____ Input for this task
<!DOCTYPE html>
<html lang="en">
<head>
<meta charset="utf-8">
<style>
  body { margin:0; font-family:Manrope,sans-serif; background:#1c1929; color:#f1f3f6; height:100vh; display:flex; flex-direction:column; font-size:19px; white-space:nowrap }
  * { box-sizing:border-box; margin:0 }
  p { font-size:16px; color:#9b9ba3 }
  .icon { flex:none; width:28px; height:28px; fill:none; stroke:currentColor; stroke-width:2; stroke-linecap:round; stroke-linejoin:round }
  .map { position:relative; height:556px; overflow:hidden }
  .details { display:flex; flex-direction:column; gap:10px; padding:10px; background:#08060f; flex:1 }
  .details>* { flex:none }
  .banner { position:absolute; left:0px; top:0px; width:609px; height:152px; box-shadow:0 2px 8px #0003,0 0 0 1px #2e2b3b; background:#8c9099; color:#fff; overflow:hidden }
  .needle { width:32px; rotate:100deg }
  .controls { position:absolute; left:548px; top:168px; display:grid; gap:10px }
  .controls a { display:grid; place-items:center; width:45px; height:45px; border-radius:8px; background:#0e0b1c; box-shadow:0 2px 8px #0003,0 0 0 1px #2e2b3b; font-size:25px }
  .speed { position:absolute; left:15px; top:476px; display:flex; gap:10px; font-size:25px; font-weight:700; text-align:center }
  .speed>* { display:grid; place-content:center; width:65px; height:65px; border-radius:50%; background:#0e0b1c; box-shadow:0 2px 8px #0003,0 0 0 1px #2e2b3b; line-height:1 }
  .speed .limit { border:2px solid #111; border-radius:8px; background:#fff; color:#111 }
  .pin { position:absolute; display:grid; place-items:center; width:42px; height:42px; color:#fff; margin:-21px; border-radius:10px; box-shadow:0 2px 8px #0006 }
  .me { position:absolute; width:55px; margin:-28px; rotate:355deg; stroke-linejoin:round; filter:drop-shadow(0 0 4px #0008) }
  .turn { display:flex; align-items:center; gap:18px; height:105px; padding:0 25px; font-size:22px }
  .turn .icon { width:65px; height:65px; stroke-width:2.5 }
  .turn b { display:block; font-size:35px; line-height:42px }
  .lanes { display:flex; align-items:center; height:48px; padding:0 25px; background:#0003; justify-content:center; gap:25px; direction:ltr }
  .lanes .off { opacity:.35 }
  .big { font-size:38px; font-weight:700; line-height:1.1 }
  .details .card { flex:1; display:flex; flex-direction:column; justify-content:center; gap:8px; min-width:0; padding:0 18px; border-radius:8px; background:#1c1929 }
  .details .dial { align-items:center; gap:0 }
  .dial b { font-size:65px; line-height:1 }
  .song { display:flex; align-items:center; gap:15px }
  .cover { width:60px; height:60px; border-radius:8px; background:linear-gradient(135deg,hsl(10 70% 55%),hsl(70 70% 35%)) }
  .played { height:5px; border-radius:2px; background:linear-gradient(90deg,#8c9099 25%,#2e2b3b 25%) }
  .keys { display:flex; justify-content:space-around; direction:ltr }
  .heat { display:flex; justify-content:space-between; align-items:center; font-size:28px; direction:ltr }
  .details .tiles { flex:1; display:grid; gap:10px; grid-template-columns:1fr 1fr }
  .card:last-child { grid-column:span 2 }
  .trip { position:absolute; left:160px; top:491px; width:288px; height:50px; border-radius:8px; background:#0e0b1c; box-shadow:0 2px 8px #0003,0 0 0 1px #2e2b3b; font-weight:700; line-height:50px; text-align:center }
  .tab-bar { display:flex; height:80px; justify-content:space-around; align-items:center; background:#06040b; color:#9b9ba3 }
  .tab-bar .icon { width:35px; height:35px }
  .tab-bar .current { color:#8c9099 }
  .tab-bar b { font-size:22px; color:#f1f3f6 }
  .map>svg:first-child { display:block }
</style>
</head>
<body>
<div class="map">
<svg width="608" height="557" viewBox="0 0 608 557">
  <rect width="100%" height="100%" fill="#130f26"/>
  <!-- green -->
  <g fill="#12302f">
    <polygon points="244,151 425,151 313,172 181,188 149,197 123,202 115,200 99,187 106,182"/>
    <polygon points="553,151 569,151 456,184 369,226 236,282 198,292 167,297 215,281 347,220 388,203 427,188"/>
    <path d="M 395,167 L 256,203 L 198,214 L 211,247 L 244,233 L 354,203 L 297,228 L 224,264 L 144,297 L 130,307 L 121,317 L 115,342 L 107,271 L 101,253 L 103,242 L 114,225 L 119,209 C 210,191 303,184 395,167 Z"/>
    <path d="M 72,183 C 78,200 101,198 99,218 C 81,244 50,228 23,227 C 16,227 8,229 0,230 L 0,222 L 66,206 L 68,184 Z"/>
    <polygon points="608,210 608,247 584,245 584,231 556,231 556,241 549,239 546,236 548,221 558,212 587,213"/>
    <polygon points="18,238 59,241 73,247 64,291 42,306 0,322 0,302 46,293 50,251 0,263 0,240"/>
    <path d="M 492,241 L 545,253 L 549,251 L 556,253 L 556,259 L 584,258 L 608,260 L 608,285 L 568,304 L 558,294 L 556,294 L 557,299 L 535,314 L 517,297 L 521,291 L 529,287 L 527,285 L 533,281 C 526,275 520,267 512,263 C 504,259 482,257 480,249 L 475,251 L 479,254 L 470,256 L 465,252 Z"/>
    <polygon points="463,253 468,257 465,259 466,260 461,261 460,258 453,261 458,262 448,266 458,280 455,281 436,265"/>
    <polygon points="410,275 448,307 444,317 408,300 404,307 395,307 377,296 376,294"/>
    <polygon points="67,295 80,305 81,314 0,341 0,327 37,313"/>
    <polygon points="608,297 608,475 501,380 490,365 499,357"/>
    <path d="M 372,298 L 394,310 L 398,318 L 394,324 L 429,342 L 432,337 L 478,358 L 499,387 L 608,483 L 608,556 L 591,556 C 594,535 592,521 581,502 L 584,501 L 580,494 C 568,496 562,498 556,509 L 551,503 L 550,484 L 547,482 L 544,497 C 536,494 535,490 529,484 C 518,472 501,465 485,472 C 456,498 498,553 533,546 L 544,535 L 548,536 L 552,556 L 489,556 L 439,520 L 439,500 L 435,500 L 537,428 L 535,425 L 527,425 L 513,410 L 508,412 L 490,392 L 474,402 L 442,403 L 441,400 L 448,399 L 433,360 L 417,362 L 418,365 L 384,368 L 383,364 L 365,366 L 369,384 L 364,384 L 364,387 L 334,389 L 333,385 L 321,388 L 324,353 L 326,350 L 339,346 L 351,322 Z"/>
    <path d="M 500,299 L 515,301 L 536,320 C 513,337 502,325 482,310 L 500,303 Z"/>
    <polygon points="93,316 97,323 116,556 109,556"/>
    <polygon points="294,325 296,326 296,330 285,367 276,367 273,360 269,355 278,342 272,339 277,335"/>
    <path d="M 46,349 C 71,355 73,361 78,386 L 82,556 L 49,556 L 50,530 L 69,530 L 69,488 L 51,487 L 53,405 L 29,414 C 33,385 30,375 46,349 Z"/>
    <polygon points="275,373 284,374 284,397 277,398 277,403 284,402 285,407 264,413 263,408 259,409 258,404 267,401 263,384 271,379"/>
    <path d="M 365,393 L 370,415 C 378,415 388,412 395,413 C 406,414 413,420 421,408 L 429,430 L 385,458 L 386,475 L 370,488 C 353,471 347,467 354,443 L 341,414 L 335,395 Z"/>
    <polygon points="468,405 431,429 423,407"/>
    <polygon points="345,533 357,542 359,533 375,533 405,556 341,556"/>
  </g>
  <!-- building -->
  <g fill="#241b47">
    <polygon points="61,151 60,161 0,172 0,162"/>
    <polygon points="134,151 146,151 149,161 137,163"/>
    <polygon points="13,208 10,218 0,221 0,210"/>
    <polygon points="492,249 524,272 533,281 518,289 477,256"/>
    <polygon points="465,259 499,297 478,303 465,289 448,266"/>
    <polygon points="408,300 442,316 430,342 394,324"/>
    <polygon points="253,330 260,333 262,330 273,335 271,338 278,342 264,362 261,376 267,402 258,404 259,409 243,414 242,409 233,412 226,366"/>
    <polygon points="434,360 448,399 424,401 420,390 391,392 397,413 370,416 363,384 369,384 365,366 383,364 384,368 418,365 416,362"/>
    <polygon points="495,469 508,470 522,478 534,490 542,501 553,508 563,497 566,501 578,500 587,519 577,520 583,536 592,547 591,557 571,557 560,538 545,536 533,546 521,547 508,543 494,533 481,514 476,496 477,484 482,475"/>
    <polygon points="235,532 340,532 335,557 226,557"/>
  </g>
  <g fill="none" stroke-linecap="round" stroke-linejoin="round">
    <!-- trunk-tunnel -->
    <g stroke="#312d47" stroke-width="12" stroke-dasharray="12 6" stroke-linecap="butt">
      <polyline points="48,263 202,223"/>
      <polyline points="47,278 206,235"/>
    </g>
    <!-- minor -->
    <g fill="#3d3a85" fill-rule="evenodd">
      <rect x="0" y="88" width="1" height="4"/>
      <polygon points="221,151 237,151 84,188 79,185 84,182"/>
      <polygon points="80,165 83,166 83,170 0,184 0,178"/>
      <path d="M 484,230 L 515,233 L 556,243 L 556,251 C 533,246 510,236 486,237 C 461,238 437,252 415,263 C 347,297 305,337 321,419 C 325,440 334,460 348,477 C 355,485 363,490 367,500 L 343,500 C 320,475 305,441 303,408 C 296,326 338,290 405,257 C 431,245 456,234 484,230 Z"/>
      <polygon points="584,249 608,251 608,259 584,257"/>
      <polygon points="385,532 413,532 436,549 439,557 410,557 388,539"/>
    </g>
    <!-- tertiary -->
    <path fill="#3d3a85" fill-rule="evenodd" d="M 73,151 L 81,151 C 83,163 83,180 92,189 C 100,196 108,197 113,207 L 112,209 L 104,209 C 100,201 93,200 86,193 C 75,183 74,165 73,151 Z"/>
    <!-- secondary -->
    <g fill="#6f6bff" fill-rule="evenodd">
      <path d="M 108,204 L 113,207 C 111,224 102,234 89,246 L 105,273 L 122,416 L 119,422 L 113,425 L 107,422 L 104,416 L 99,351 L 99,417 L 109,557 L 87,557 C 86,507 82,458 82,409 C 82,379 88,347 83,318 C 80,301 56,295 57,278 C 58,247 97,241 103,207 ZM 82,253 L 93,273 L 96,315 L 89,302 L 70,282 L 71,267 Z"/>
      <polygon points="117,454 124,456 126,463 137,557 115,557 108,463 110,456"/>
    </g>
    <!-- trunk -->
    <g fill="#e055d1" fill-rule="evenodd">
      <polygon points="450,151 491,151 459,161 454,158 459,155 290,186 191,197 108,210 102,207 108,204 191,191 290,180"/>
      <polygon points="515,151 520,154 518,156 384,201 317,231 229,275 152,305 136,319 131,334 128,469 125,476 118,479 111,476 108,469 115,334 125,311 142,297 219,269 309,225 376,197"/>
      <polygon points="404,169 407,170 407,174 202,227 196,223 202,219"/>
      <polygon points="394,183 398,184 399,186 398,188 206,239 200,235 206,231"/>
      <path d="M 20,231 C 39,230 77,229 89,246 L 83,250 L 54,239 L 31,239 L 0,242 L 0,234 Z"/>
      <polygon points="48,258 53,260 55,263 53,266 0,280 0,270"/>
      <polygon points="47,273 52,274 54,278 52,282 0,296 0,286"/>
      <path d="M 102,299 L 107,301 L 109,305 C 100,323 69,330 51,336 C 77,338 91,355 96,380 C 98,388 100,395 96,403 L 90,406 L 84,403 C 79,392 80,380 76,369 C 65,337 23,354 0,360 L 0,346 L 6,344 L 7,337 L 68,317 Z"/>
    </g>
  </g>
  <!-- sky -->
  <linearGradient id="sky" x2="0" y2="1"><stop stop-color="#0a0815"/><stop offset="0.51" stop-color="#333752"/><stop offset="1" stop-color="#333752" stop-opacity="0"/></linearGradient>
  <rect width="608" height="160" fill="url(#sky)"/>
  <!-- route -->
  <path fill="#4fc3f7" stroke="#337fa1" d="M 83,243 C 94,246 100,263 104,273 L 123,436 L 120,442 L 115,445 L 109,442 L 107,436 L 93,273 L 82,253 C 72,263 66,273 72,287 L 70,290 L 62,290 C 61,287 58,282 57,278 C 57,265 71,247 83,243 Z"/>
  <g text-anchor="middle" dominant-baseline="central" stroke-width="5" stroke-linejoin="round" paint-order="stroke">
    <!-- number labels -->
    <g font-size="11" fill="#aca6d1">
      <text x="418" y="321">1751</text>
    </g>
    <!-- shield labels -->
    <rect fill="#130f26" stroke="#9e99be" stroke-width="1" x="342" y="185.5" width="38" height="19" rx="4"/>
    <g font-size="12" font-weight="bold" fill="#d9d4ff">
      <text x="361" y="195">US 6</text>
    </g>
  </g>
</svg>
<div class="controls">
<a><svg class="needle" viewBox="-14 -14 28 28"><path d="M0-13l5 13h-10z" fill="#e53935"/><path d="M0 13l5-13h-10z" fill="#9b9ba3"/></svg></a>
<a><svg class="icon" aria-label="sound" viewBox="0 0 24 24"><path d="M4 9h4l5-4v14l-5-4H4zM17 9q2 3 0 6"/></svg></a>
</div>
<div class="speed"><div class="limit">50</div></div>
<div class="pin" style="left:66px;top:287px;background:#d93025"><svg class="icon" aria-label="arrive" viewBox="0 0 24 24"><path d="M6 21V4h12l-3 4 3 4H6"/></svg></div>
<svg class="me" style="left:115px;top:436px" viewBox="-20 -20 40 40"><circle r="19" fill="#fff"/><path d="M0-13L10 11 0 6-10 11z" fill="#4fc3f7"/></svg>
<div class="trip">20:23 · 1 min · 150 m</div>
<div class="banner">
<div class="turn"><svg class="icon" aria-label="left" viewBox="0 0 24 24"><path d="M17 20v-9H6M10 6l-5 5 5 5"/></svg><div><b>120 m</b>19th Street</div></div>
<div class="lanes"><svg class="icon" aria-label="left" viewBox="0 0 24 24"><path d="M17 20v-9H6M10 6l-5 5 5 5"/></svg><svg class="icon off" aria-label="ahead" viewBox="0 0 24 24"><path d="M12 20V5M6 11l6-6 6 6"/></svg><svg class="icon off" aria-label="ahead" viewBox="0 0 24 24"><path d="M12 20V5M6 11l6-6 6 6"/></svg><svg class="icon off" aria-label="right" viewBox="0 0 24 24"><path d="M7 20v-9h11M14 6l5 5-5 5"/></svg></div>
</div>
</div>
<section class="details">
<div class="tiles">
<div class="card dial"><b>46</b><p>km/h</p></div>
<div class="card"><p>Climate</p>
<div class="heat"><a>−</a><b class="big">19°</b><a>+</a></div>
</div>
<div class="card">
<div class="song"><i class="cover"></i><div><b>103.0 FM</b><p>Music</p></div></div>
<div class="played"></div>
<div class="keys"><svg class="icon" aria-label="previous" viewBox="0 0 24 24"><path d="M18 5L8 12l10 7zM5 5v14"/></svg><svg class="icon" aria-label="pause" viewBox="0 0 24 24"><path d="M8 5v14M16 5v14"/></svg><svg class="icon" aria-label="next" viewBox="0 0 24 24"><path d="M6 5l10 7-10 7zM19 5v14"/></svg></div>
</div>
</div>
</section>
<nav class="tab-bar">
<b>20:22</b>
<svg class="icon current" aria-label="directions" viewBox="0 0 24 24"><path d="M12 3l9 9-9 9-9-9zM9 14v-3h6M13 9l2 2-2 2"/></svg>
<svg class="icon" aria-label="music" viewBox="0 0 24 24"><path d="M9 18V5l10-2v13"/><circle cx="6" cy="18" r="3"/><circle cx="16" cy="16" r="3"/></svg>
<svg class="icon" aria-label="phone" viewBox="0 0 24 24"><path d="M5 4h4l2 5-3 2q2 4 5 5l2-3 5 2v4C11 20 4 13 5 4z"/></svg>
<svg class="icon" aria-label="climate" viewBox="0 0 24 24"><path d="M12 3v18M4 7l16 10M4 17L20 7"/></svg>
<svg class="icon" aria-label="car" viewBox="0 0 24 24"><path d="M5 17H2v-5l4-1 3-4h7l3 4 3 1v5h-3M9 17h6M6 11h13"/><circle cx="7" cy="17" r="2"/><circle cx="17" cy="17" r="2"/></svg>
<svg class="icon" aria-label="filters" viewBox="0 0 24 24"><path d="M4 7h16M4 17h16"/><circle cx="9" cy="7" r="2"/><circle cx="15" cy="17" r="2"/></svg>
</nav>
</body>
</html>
________
_Problem requirements_.
Among the records above, find the lines where the word "keys" appears and copy them.

_Result of the task_.
  .keys { display:flex; justify-content:space-around; direction:ltr }
<div class="keys"><svg class="icon" aria-label="previous" viewBox="0 0 24 24"><path d="M18 5L8 12l10 7zM5 5v14"/></svg><svg class="icon" aria-label="pause" viewBox="0 0 24 24"><path d="M8 5v14M16 5v14"/></svg><svg class="icon" aria-label="next" viewBox="0 0 24 24"><path d="M6 5l10 7-10 7zM19 5v14"/></svg></div>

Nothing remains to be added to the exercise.